SQL is a declarative language, designed to work with sets of data. However, it does support procedural, "row-by-row" constructs in the form of explicit cursors, loops and so on. The use of such constructs often offers the most intuitive route to the desired SQL solution, especially for those with backgrounds as application developers. Unfortunately, the performance of these solutions is often sub-optimal; sometimes very sub-optimal.
Some of the techniques used to achieve fast SQL code, and avoid row-by-row processing can, at first, seem somewhat obscure. This, in turn, raises questions over the maintainability of the code. However, in fact, there are really only a handful of these techniques that need to be dissected and understood in order to open a path towards fast, efficient SQL code. The intent of this article is to investigate a very common "running total" reporting problem, offer some fairly typical "procedural" SQL solutions, and then present much faster "set-based" solutions and dissect the techniques that they use.

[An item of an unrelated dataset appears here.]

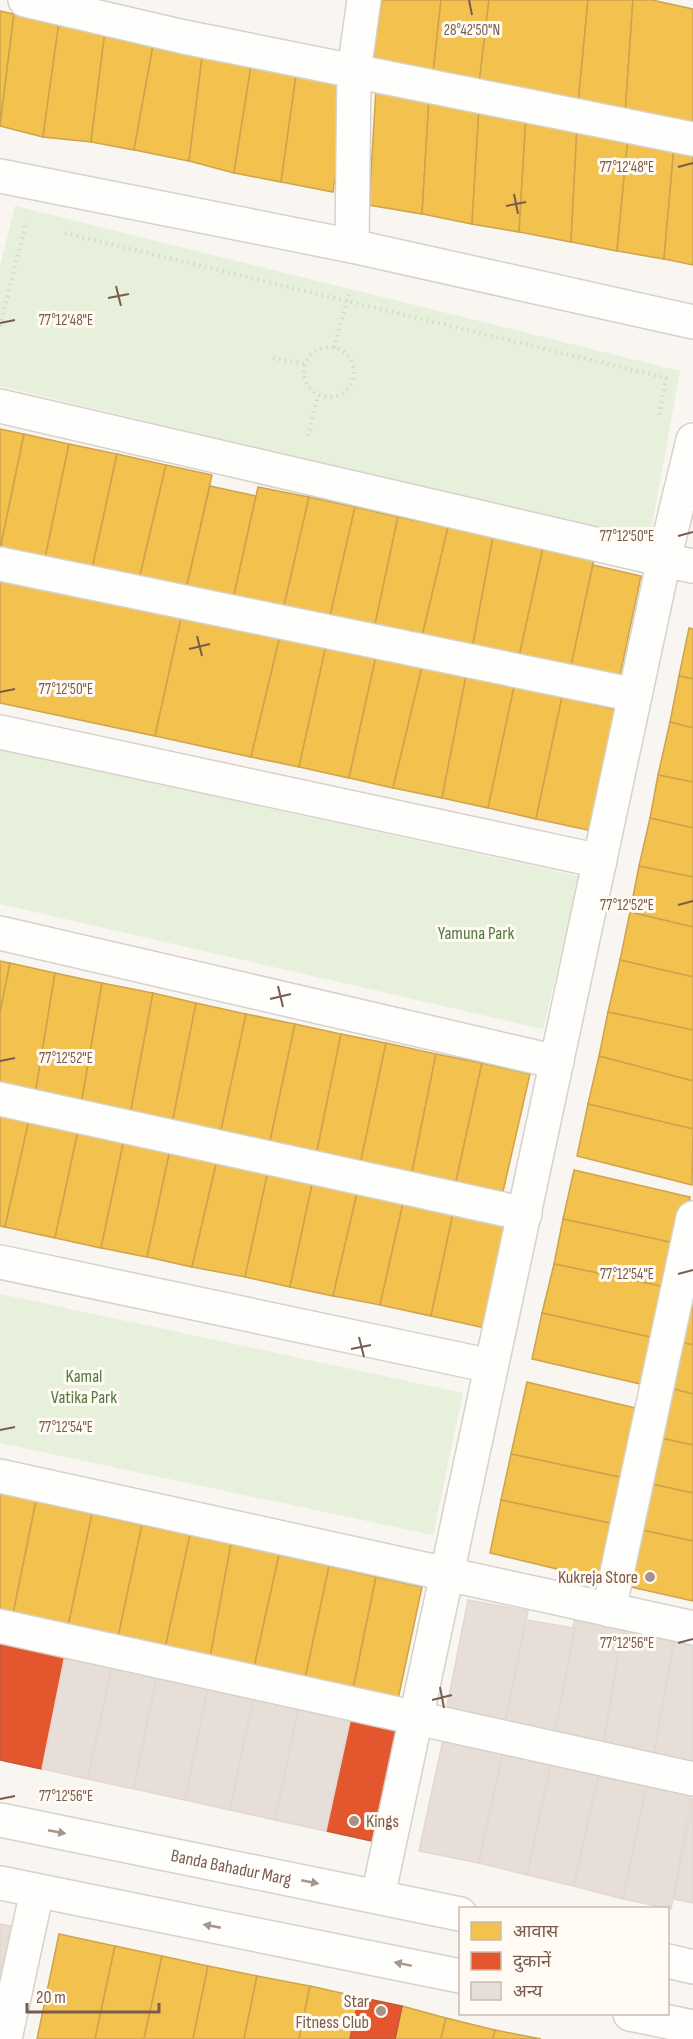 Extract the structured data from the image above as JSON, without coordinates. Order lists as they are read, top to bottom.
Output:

The examples in this article are based on the classic "running total" problem, which formed the basis for Phil Factor’s first SQL Speed Phreak Competition. This challenge is not some far-fetched scenario that you will never encounter in reality, but a common reporting task, similar to a report that your boss may ask you to produce at any time.
In my experience, I’ve mostly found that the ease of producing the solution is inversely proportional to its performance and scalability. In other words, there is an easy solution and a fast solution, as well as many solutions in between. One may argue that for a report that runs once a month, clarity and maintainability are as important as speed, and there is some truth is this. However, bear in mind that while you can get away with a simple solution on a table with a few thousand rows, it won’t scale. As the number of rows grows so the performance will degrade, sometimes exponentially.
Furthermore, if you don’t know what’s possible in terms of performance, then you have no basis to judge the effectiveness of your solution. Once you’ve found the fastest solution possible then, if necessary, you can "back out" to a solution that is somewhat slower but more maintainable, in full knowledge of the size of the compromise you’ve made.